The FT contained a fascinating story on Freshfields investigation (£) into “the Reichelt affair” which it says “shows the inherent tension of compliance investigations — a system of corporate governance riddled with conflicts that is paid for, managed and communicated by a company itself.” I’m not going to analyse that in detail, not least because it relates to Germany (and there are some clear signs a good job was done in some respects). It does show the independence of investigations requires careful thought about the investigation itself; the judgements made as a result of that investigation (the evidential standards being applied for instance); and the way those judgements are communicated both by the lawyers themselves and those they regards as the client. When it comes to presenting the results searching questions have to be asked about who the client is, how to speak to them, and how to ensure, as far as possible, that work is summarised and communicated without misleading others.
It comes hard on the heels of the SRA dropping its investigations into a former Freshfields partner; Freshfields said she was “completely exonerated”. The SRA spokesperson said: ‘We have looked at all the available information and decided to close the matter with no further action. If further information is made available, we can look again at the issues.’ The case raised a lot of finely balanced issues (I wrote about it here). It was a mighty mess, and I pass no judgement on the lawyer, we rarely get to hear their side (and when we do they have had years usually to get ready). I am tempted too to say the SRA’s response sounds, at best, like exoneration lite. If it is an exoneration the SRA should be less mealy-mouthed about it and if it is not then the SRA should publicly and clearly correct Freshfields. After all misleading anyone is professional misconduct; law firms might get some leeway but not a free pass for press statements.
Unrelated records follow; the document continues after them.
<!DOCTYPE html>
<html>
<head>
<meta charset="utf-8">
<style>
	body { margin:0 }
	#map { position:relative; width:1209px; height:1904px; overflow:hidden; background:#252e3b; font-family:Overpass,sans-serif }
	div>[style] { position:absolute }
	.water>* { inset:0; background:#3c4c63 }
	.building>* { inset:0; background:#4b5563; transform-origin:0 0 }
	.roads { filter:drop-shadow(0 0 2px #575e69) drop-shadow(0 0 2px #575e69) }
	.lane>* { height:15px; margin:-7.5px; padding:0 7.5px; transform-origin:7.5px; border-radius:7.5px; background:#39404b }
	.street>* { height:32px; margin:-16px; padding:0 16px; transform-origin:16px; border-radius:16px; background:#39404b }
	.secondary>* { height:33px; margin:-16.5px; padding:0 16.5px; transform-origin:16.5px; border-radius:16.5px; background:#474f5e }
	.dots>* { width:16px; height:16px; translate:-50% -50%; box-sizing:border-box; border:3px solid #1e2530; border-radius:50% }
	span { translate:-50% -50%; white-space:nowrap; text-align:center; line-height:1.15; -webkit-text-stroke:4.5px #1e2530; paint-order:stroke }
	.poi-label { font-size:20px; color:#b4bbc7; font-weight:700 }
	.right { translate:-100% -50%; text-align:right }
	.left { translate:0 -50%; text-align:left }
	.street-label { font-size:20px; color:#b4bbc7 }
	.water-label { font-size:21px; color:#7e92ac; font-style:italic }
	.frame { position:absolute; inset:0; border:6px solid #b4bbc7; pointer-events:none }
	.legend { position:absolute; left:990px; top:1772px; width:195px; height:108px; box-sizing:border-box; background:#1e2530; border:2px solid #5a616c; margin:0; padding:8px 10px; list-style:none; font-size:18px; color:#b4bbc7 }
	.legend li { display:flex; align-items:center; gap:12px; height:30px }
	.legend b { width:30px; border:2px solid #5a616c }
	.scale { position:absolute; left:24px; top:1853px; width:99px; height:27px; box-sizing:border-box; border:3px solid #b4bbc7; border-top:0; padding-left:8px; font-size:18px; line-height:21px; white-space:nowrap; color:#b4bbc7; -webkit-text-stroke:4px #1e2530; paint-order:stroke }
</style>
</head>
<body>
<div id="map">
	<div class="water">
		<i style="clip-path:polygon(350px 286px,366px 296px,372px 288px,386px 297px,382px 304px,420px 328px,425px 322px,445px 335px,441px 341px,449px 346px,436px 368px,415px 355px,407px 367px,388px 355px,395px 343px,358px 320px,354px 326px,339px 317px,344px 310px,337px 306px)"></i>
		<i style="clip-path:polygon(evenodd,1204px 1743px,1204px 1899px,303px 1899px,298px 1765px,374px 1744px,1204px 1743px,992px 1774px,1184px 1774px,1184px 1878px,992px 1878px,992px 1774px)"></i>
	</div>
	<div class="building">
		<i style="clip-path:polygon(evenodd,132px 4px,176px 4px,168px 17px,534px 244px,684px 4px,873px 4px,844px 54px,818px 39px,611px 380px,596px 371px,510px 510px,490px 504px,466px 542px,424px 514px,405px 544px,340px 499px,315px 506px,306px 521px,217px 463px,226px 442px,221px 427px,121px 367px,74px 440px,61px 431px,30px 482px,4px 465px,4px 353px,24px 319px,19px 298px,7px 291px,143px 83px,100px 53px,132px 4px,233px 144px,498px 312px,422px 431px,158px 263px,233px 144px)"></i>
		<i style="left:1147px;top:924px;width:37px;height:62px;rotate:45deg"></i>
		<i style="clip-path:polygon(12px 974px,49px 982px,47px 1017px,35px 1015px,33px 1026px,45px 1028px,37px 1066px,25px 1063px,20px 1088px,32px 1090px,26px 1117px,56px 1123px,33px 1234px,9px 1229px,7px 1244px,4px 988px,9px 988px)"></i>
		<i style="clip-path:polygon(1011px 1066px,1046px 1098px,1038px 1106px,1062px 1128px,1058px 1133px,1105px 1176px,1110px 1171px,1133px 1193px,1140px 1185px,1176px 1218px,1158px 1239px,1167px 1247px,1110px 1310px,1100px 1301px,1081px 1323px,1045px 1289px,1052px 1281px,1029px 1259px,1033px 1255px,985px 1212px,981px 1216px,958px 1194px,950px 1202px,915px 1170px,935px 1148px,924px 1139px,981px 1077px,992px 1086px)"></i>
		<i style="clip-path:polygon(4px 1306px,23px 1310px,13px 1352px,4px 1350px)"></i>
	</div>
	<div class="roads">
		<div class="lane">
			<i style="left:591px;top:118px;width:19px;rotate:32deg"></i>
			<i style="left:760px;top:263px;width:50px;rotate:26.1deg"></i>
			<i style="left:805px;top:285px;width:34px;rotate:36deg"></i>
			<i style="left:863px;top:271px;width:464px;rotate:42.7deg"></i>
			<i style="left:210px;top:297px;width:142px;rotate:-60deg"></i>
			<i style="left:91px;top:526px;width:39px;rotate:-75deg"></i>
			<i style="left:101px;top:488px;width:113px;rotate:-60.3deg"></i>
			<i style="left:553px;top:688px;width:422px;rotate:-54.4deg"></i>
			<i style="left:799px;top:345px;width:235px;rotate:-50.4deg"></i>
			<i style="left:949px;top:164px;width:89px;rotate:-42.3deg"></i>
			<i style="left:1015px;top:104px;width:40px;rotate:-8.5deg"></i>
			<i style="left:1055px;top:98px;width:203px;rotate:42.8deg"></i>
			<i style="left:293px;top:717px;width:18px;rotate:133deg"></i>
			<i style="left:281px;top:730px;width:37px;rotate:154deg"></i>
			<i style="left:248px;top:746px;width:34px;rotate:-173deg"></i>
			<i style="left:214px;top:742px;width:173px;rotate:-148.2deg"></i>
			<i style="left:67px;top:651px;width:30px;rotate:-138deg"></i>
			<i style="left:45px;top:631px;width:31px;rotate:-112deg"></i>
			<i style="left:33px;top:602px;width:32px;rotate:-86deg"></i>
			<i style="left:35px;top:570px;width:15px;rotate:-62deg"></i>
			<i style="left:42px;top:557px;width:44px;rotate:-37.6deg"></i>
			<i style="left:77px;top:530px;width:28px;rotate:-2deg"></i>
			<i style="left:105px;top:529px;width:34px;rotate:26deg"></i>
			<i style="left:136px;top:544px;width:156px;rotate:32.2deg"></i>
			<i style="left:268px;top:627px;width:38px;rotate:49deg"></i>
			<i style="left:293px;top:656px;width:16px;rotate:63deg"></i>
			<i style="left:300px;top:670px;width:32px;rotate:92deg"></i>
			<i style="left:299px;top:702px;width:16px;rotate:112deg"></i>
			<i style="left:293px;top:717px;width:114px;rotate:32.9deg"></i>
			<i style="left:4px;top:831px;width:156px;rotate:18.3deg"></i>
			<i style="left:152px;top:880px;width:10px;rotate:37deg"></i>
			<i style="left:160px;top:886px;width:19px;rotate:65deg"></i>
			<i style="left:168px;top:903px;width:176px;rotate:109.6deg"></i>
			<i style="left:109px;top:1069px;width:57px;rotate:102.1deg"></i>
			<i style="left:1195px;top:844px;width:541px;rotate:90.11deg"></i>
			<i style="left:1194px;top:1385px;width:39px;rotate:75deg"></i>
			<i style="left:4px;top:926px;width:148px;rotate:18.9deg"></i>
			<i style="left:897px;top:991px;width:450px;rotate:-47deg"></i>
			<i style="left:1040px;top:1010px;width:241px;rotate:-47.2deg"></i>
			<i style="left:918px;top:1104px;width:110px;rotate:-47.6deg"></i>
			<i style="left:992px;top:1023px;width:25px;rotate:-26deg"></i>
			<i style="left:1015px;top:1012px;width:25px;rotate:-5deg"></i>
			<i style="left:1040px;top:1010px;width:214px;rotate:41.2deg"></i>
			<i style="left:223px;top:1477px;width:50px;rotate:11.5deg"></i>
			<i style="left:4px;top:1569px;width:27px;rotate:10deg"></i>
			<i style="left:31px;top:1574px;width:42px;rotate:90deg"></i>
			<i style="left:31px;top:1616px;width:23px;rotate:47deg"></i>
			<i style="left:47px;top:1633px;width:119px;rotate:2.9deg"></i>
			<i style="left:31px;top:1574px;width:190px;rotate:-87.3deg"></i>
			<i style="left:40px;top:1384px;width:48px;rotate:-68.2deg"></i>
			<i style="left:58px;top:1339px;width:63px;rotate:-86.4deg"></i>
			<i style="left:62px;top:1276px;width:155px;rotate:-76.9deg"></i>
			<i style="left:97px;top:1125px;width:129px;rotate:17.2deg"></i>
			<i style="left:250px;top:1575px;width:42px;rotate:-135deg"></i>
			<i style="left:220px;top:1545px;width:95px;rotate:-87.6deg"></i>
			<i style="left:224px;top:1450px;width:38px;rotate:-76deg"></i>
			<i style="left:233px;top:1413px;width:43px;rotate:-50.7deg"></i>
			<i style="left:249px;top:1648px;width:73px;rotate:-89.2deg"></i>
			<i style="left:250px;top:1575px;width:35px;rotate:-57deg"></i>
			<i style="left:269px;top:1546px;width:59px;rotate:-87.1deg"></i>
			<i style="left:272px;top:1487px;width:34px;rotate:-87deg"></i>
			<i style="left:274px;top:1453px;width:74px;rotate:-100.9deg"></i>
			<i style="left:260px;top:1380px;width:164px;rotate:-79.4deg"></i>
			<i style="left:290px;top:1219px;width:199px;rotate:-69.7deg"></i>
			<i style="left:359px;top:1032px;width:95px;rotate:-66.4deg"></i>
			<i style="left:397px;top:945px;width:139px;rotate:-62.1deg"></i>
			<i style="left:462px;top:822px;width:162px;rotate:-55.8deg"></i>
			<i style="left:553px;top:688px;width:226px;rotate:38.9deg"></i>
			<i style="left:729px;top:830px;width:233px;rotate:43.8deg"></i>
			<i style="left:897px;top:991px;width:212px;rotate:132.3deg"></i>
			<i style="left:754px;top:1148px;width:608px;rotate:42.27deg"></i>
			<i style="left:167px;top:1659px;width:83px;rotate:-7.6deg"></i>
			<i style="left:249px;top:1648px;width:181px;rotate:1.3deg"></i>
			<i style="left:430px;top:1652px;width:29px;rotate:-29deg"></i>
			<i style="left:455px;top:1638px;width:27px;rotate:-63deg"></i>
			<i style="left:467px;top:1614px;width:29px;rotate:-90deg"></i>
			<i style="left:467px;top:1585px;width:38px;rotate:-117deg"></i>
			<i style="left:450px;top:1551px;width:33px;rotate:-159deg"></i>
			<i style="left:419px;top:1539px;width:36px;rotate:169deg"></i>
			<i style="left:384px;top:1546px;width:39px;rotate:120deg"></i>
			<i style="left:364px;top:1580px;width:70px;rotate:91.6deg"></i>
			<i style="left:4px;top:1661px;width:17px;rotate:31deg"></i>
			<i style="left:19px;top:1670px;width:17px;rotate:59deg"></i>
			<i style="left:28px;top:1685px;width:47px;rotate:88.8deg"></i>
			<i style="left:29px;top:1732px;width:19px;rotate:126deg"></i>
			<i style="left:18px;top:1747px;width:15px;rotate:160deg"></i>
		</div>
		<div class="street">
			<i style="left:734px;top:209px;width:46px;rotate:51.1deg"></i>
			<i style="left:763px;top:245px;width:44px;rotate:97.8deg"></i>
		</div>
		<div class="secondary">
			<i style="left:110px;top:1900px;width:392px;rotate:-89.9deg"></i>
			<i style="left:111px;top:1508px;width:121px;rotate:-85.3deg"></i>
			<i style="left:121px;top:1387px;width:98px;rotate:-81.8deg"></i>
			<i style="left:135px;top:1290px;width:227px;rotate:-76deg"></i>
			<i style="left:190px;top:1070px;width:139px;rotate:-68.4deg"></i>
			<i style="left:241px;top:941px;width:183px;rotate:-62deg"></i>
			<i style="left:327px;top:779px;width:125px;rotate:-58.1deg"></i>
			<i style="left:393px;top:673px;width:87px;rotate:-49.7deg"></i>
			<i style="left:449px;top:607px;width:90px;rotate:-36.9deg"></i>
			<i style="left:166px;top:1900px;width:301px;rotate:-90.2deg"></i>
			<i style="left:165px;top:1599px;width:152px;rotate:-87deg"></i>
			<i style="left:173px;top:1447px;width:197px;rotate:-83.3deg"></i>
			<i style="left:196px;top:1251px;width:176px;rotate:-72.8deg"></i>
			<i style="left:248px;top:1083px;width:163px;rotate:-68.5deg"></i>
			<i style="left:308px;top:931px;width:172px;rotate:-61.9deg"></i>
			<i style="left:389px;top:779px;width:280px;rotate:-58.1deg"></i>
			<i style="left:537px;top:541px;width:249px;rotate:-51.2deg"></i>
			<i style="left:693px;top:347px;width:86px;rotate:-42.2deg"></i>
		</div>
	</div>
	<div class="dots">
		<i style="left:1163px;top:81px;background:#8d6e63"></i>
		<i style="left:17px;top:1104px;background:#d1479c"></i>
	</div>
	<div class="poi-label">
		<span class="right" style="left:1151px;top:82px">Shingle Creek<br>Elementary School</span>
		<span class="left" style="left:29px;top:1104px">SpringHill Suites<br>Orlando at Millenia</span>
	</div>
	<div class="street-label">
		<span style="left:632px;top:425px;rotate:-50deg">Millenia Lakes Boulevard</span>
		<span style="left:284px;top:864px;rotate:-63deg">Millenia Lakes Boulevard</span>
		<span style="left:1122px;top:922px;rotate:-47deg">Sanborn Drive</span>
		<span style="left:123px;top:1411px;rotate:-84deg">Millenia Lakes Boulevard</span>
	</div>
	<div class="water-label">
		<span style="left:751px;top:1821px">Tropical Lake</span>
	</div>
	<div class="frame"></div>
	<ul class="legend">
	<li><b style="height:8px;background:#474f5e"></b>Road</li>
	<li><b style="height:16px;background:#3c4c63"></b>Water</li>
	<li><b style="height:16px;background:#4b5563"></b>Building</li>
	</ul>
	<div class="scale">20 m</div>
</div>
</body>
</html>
Meanwhile, the case that independent investigations are car crashes waiting to happen piles up. The YCCC debacle sticks in the memory. And today we hear that the SFO, in an attempt to shore itself up against concerns about its approach to disclosure has instructed a leading criminal QC to review decisions on the failed SERCO prosecutions. Mr Altman is by all accounts a highly experienced and competent criminal QC often conducting heavyweight prosecutions, but he is a rather surprising pick. He conducted a review of the Post Office’s disclosure in 2013/14 when one of many (and biggest) balloons went up on the Post Office’s prosecution of Sub-Post Masters. We don’t know much about Mr Altman’s review, but we can fairly say it was not effective in correcting the serious injustice exposed years later in the Court of Appeal. The prosecutions were found to be an affront to justice in 2021, with critical disclosure not being made until late 2020 and 2021. At least one of the critical documents (one of the Clarke advices, the one about potential perjury) was seen by Mr Altman in 2013/4. Questions remain to be answered about that; why were the Clarke advices disclosed so late? What form did his review take? How did that lead to such minimal disclosure? What lessons are to be learned from the review in the light of the Court of Appeal’s criticisms in the Hamilton case? I can see the case for an experienced prosecutor to help the SFO with the review but perhaps not one with recent experience of a case in which such serious disclosure failings occurred.
Am I right or wrong? If you would not mind can I pick my own judge to decide that? They can tell me what they think in draft; we can amend that draft; and then summarise the lessons for a report back to you. It may take a while. I’m sure you’ll agree that given my reputation is at stake they’ll have to be sure that my arguments are wrong beyond all reasonable doubt. Ok? OK?